In Luke 9 Peter, James and John experience the powerful transfiguration. Somehow it must be hardwired in humanity, because the bible tells us “he did not know what he was saying” as his heart burst out with “Let’s build tabernacles! It’s good to be here!”

Our own church building resonates with the soft presence of God throughout the week because like Jacob experienced, God can be awesome in a geographical space. “Ground” can be made “holy” (Ex 3:5).

Our secular conference delegates ask “What is it about this place?” as they sense God’s presence. Some of our congregation members, in the darkest days of their lives, have found a quiet, dark corner of the hall mid-week. If I spot them and go over to check they’re OK, the response is always something like “Right now, this is the only place I feel safe”. The sense of God’s residing presence, because of countless acts of worship in a place, have left a mark on the masonry.

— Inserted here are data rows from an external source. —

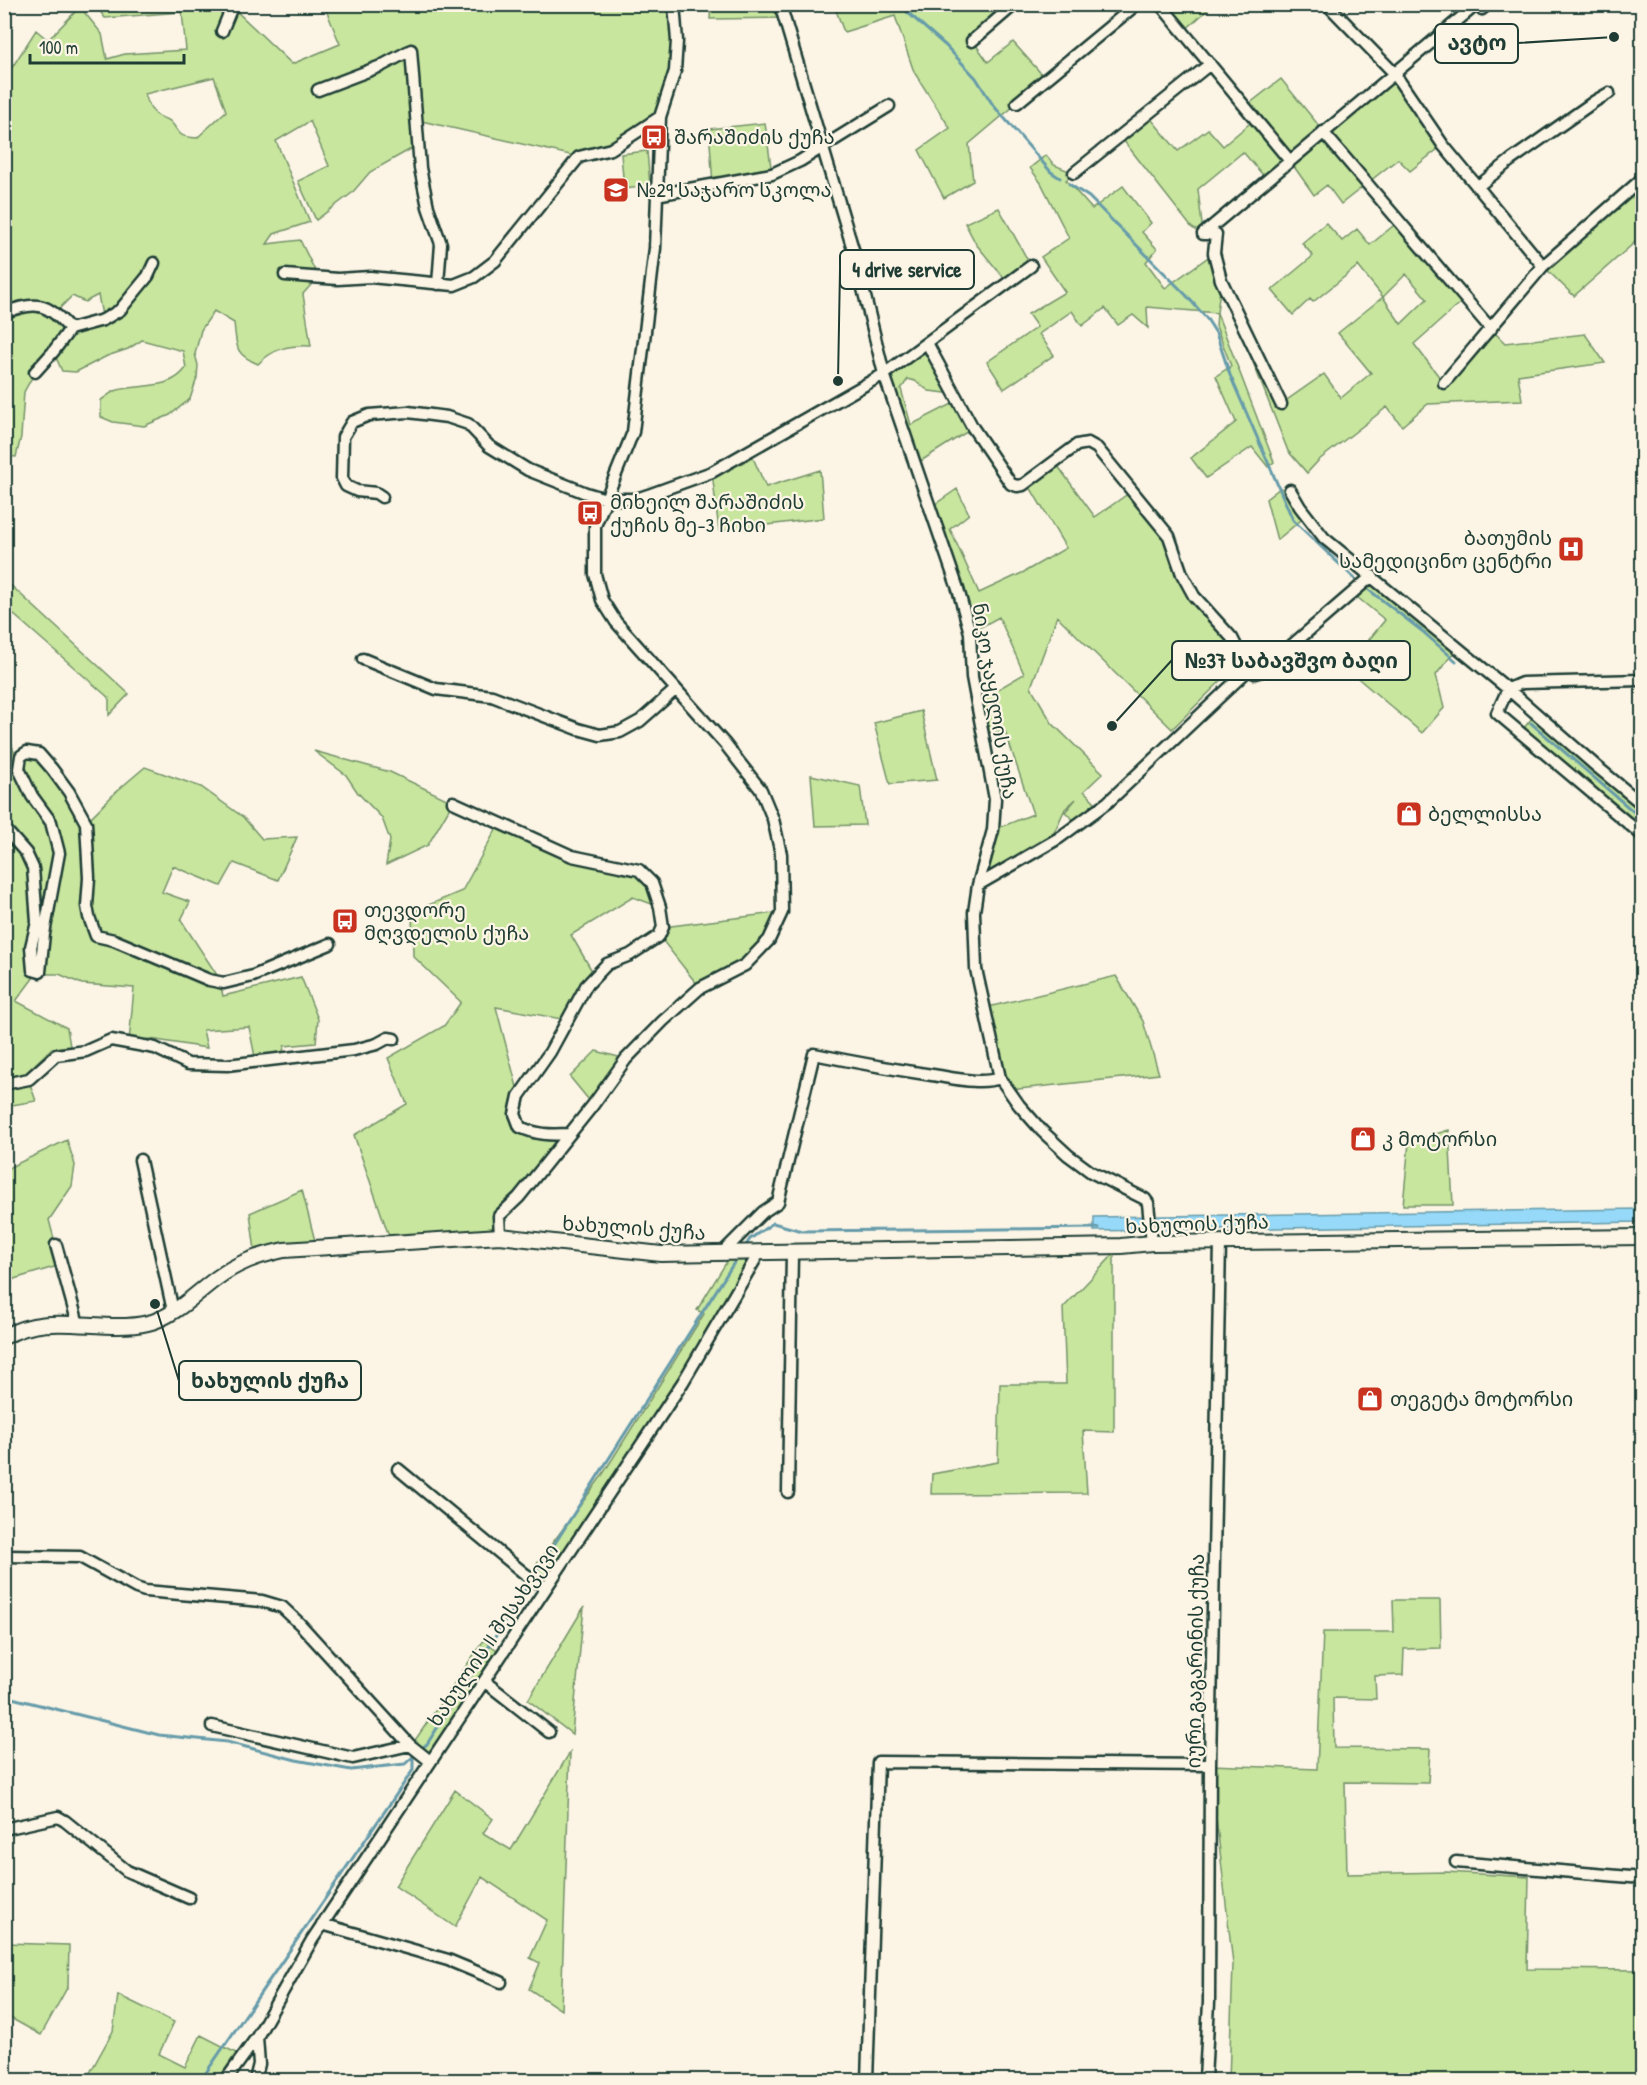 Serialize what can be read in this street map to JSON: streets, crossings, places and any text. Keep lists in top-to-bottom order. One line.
{"streets":{"street":["ნიკო ჯაყელის ქუჩა","ხახულის ქუჩა","ხახულის II შესახვევი","იური გაგარინის ქუჩა"]},"crossings":[["ნიკო ჯაყელის ქუჩა","ხახულის ქუჩა"],["ხახულის ქუჩა","ხახულის II შესახვევი"],["ხახულის ქუჩა","იური გაგარინის ქუჩა"]],"places":{"other":["ავტო","4 drive service","№37 საბავშვო ბაღი","ხახულის ქუჩა"],"bus stop":["შარაშიძის ქუჩა","მიხეილ შარაშიძის ქუჩის მე-3 ჩიხი","თევდორე მღვდელის ქუჩა"],"school or university":["№29 საჯარო სკოლა"],"hospital":["ბათუმის სამედიცინო ცენტრი"],"shop":["ბელლისსა","კ მოტორსი","თეგეტა მოტორსი"]},"scale_bar":"100 m"} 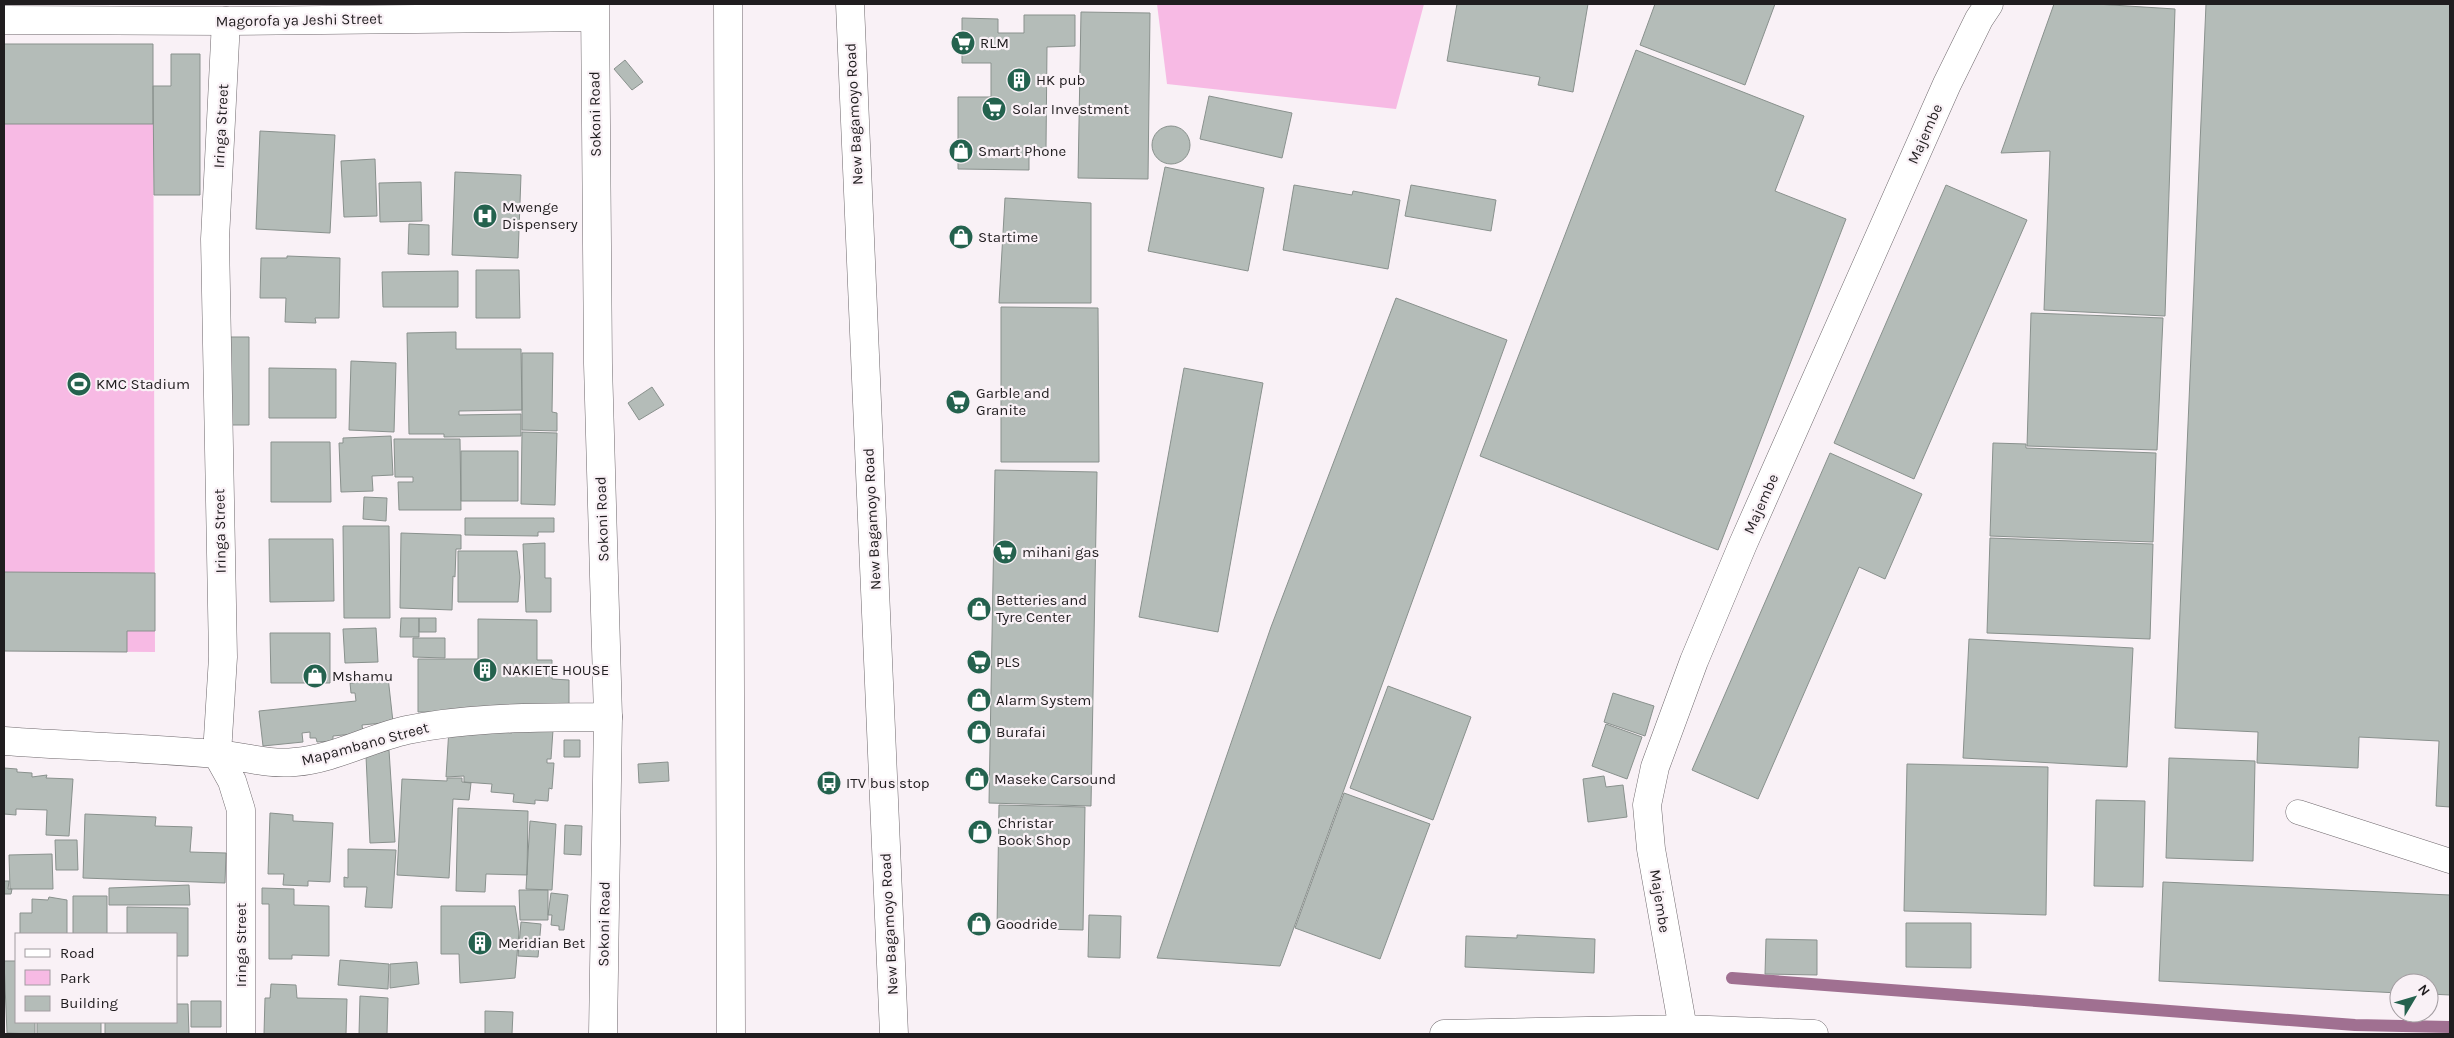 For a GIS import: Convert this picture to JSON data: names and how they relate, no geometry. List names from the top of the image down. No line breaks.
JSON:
{"streets":{"main road":["Magorofa ya Jeshi Street","Sokoni Road","New Bagamoyo Road","Iringa Street","Majembe","Mapambano Street"]},"crossings":[["Magorofa ya Jeshi Street","Sokoni Road"],["Magorofa ya Jeshi Street","Iringa Street"],["Sokoni Road","Mapambano Street"],["Iringa Street","Mapambano Street"]],"places":{"supermarket":["RLM","Solar Investment","Garble and Granite","mihani gas","PLS"],"building":["HK pub","NAKIETE HOUSE","Meridian Bet"],"shop":["Smart Phone","Startime","Betteries and Tyre Center","Mshamu","Alarm System","Burafai","Maseke Carsound","Christar Book Shop","Goodride"],"hospital":["Mwenge Dispensery"],"sports":["KMC Stadium"],"bus stop":["ITV bus stop"]},"legend":["Road","Park","Building"],"north":"top right"} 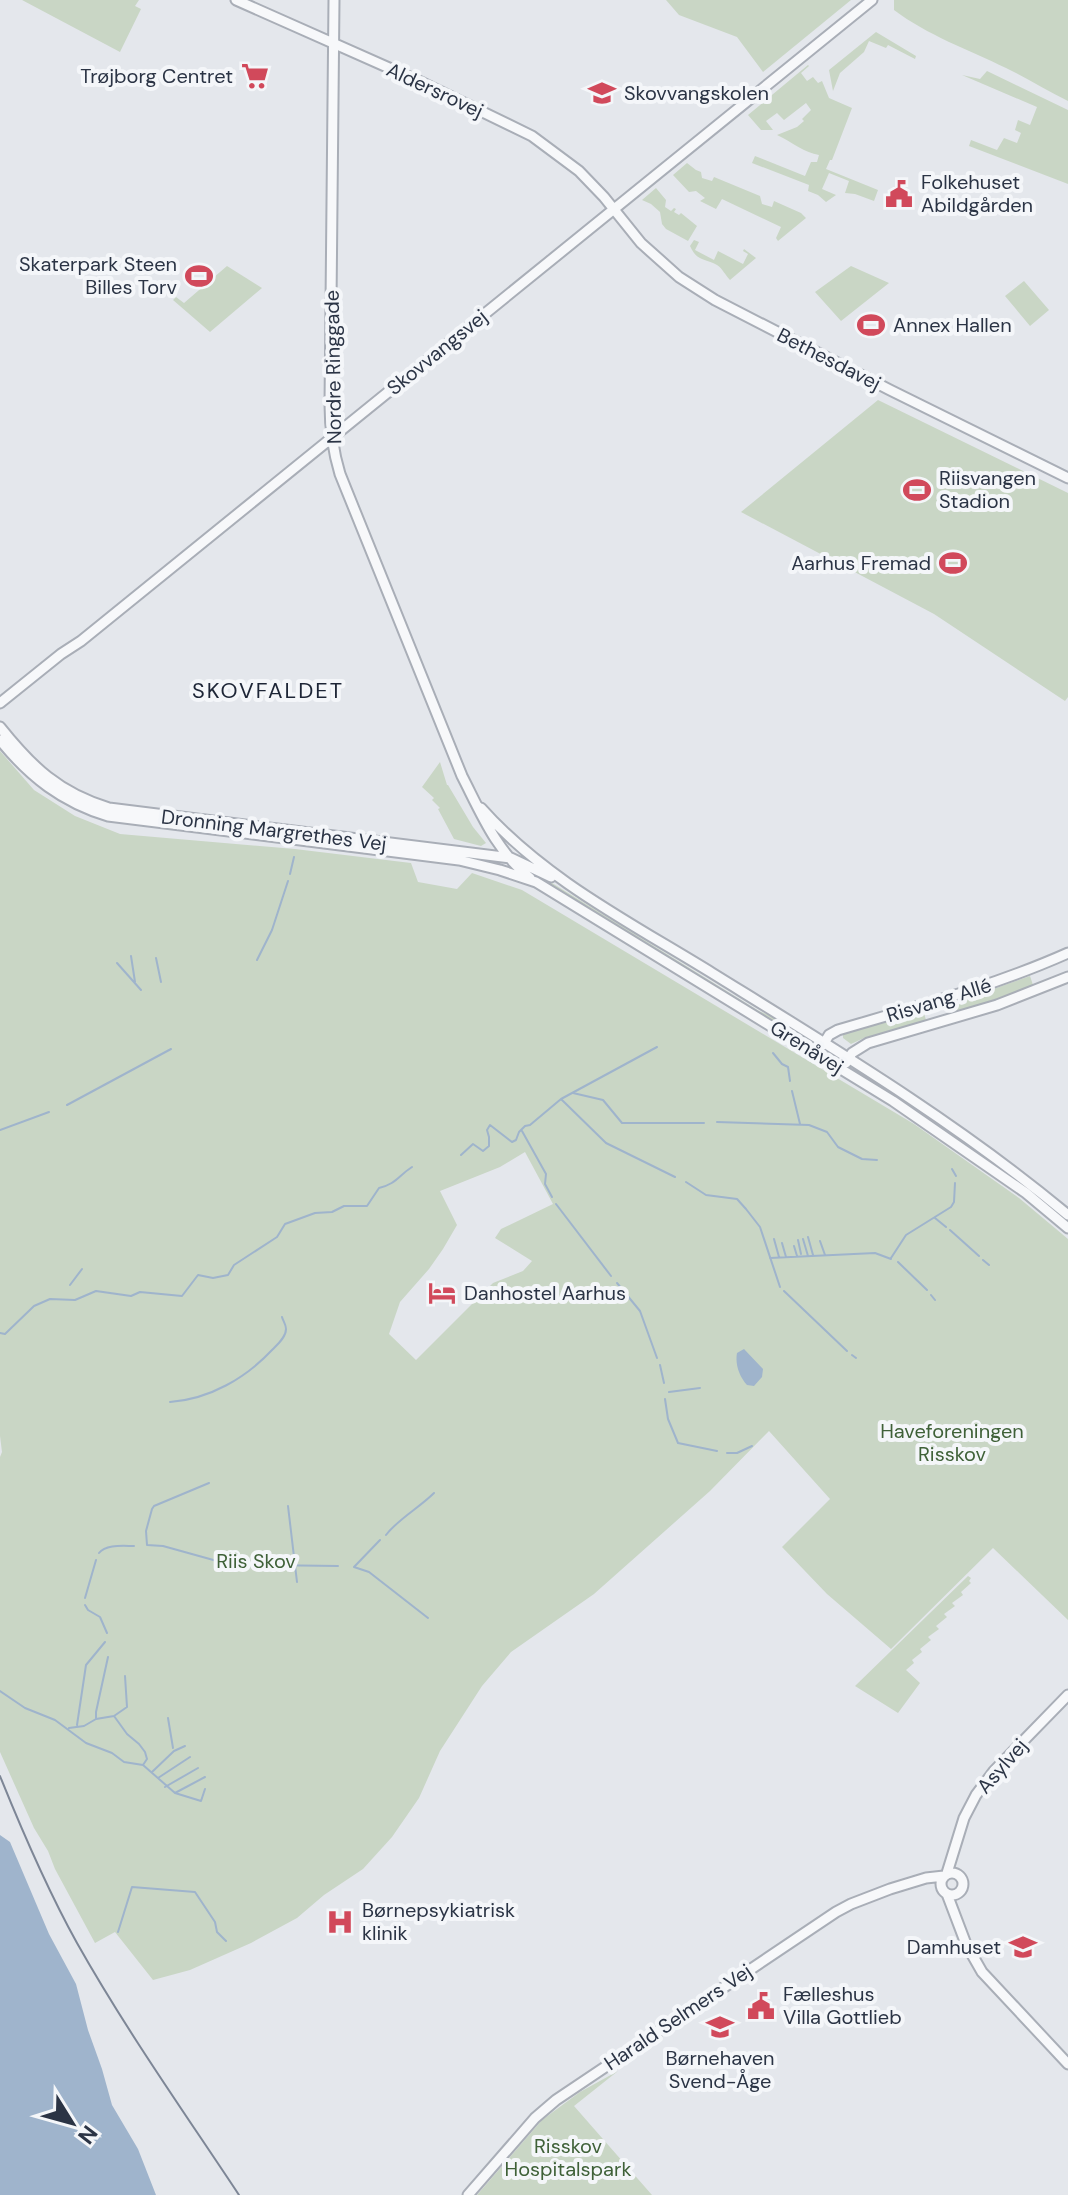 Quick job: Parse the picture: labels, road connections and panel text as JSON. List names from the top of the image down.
{
  "streets": {
    "street": [
      "Aldersrovej",
      "Skovvangsvej",
      "Bethesdavej",
      "Nordre Ringgade",
      "Dronning Margrethes Vej",
      "Risvang Allé",
      "Grenåvej",
      "Asylvej",
      "Harald Selmers Vej"
    ]
  },
  "crossings": [
    ["Aldersrovej", "Skovvangsvej"],
    ["Aldersrovej", "Bethesdavej"],
    ["Aldersrovej", "Nordre Ringgade"],
    ["Skovvangsvej", "Bethesdavej"],
    ["Skovvangsvej", "Nordre Ringgade"],
    ["Nordre Ringgade", "Dronning Margrethes Vej"],
    ["Nordre Ringgade", "Grenåvej"],
    ["Dronning Margrethes Vej", "Grenåvej"],
    ["Risvang Allé", "Grenåvej"],
    ["Asylvej", "Harald Selmers Vej"]
  ],
  "districts": ["SKOVFALDET"],
  "parks": ["Haveforeningen Risskov", "Riis Skov", "Risskov Hospitalspark"],
  "places": {
    "supermarket": ["Trøjborg Centret"],
    "school or university": ["Skovvangskolen", "Damhuset", "Børnehaven Svend-Åge"],
    "public building": ["Folkehuset Abildgården", "Fælleshus Villa Gottlieb"],
    "sports": [
      "Skaterpark Steen Billes Torv",
      "Annex Hallen",
      "Riisvangen Stadion",
      "Aarhus Fremad"
    ],
    "hotel": ["Danhostel Aarhus"],
    "hospital": ["Børnepsykiatrisk klinik"]
  },
  "north": "bottom right"
}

So our hearts always desire to build when God’s unusual presence touches us. “How awesome is this place!” we feel, and we always want others to gather, and experience the same blessing – God among man.

An old revivalist was asked, in the final years of his life, to sum up revival in a sentence.

Thousands watched as he thought for a second. Then he simply repeated the word “others, others, others”.

At first it doesn’t sound too inspiring. You might think he’d say “fire”, or “repent”, or “pray”.

But “others” sums up the purpose of the move of heaven since Pentecost, and the urgent drive of the Great Commission.

We can never afford to be comfortable, happy that our buildings are 80% full, nicely carpeted, or on a convenient bus route. We build to make space for thousands of others to come to a knowledge of Christ, and be discipled in the context of our Kingdom communities.

Building, when it does not personally help you as an individual, is act of pure, selfless love. This will be a great challenge in the coming years, to comfortable churches and Christians everywhere.

There is a tremendous favour of God for building new churches in our land right now. Perhaps God is up to something?